EXERCISE OBJECTIVE ->
The whole listing, exactly as given: write it out, leaving out each image.

::: EXERCISE DATA

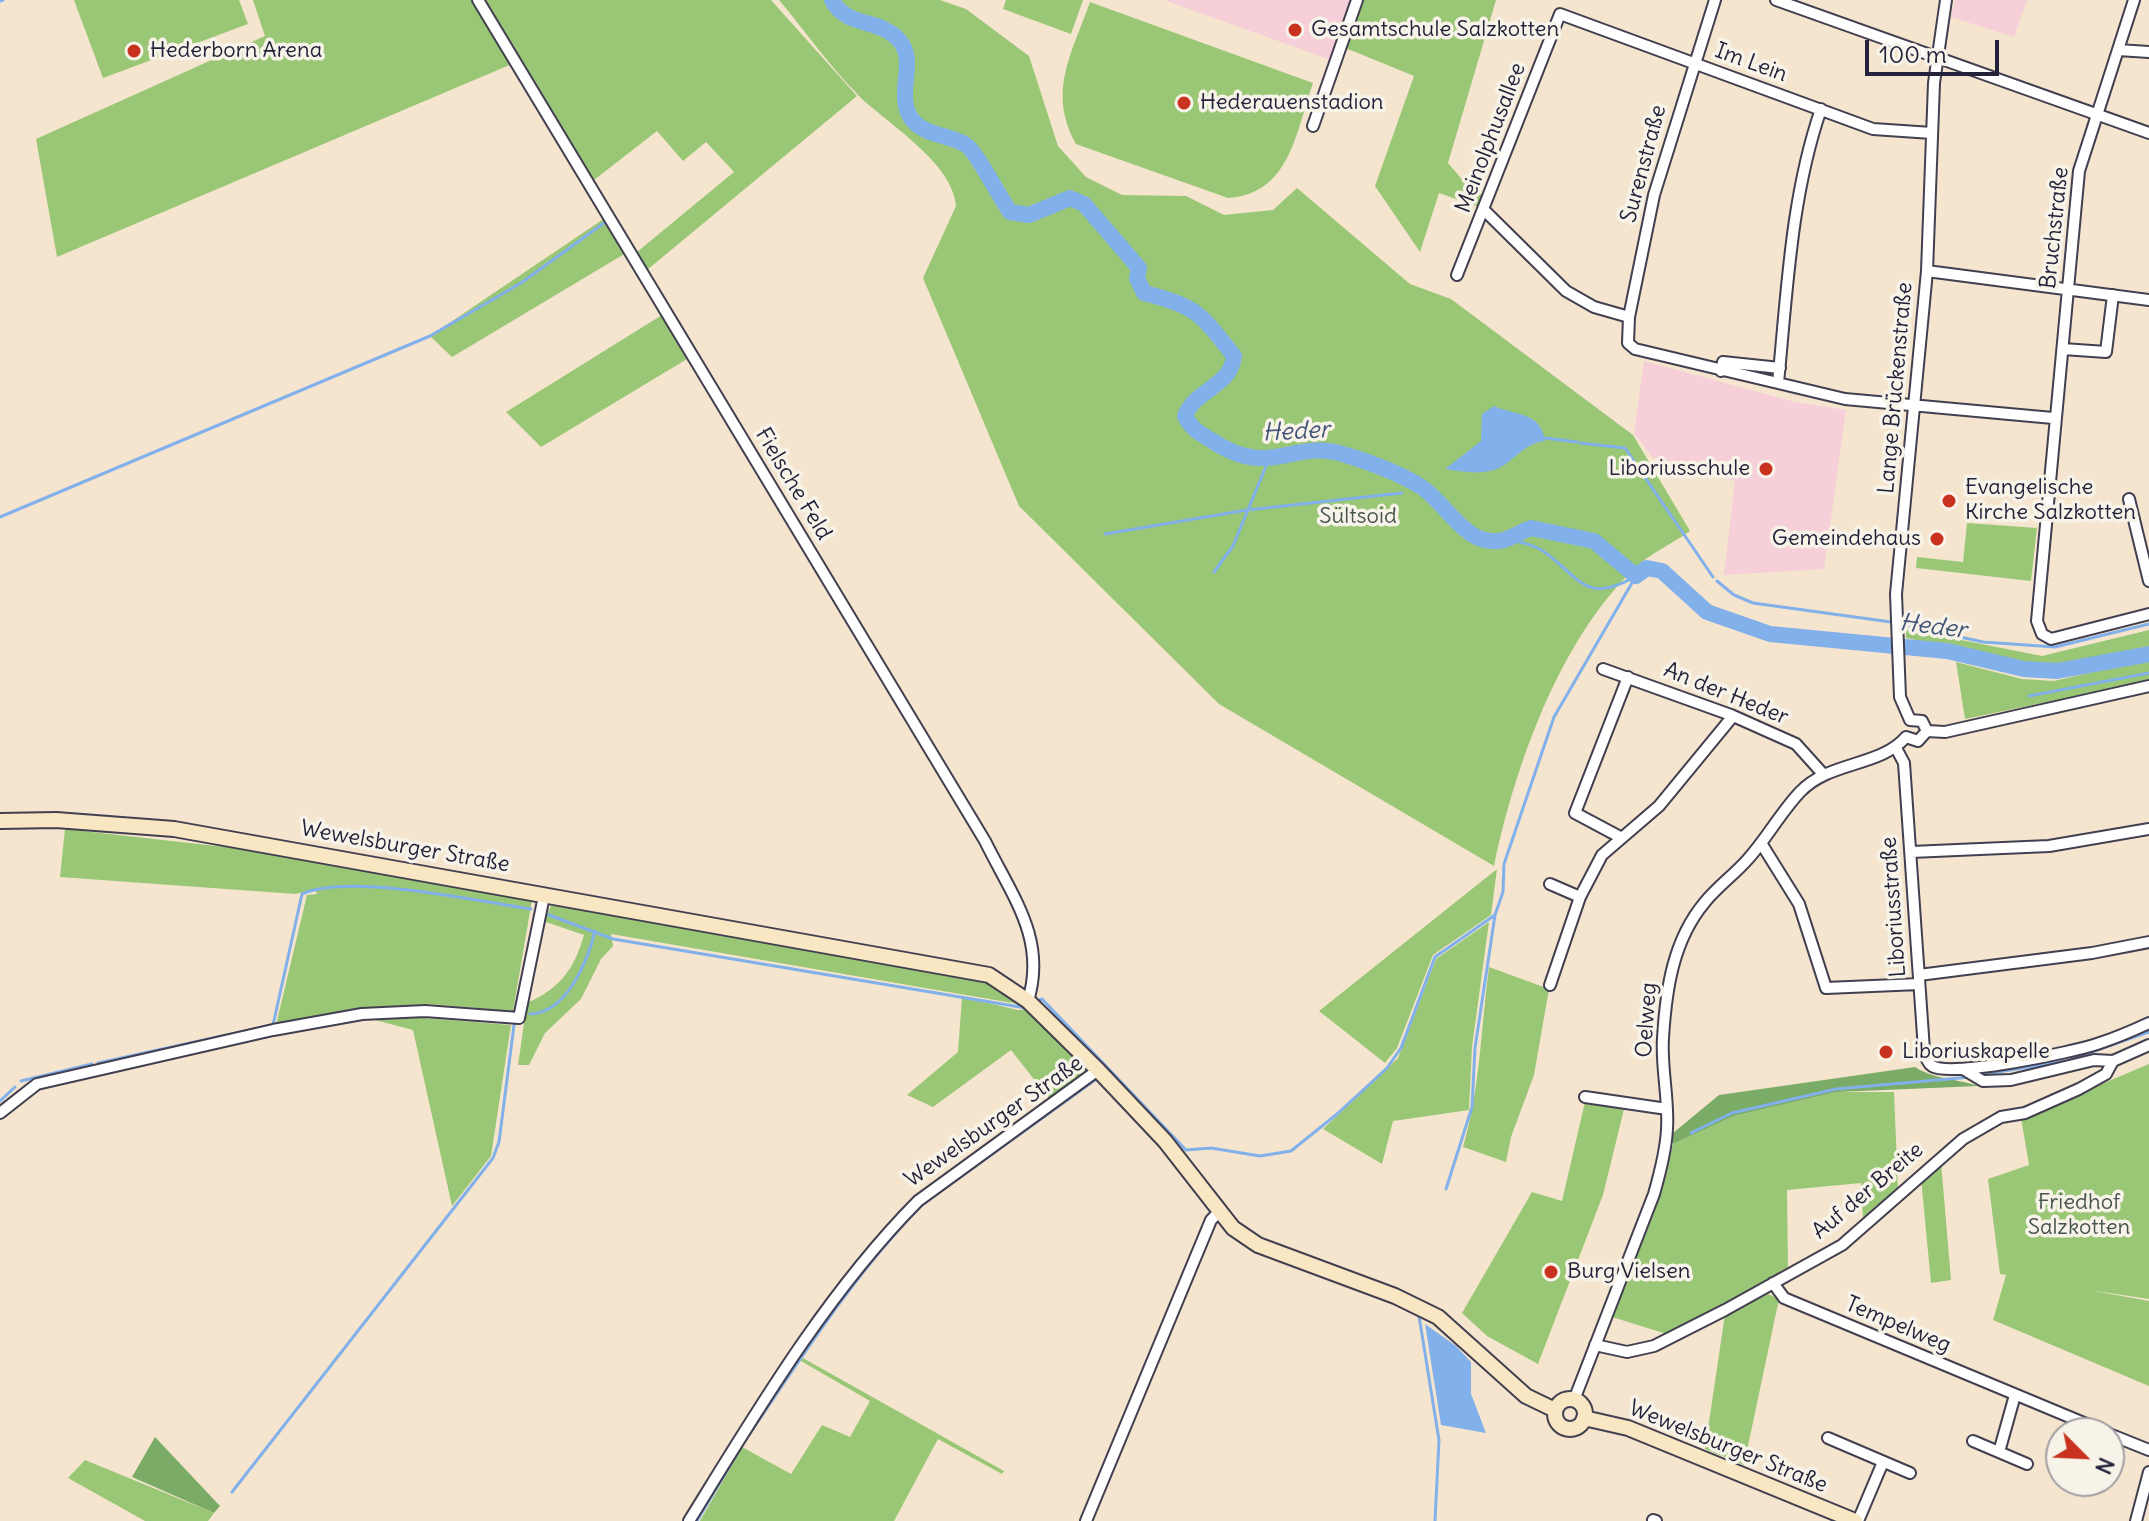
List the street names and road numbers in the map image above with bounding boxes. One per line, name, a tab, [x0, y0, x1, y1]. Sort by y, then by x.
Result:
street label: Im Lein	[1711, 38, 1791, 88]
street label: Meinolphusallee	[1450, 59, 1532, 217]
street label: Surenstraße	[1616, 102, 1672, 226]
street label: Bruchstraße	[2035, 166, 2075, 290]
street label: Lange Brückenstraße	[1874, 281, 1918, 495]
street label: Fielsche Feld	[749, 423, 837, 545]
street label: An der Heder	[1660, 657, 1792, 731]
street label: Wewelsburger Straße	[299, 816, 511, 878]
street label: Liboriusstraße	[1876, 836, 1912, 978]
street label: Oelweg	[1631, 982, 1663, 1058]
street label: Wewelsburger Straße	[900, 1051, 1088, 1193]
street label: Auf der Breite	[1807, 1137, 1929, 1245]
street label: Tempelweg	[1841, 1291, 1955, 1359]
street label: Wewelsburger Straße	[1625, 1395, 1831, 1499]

::::::

PROBLEM SOLUTION ->
List the street names and road numbers in the map image above with bounding boxes. One per line, name, a tab, [x0, y0, x1, y1]. Sort by y, then by x.
Result:
street label: Im Lein	[1711, 38, 1791, 88]
street label: Meinolphusallee	[1450, 59, 1532, 217]
street label: Surenstraße	[1616, 102, 1672, 226]
street label: Bruchstraße	[2035, 166, 2075, 290]
street label: Lange Brückenstraße	[1874, 281, 1918, 495]
street label: Fielsche Feld	[749, 423, 837, 545]
street label: An der Heder	[1660, 657, 1792, 731]
street label: Wewelsburger Straße	[299, 816, 511, 878]
street label: Liboriusstraße	[1876, 836, 1912, 978]
street label: Oelweg	[1631, 982, 1663, 1058]
street label: Wewelsburger Straße	[900, 1051, 1088, 1193]
street label: Auf der Breite	[1807, 1137, 1929, 1245]
street label: Tempelweg	[1841, 1291, 1955, 1359]
street label: Wewelsburger Straße	[1625, 1395, 1831, 1499]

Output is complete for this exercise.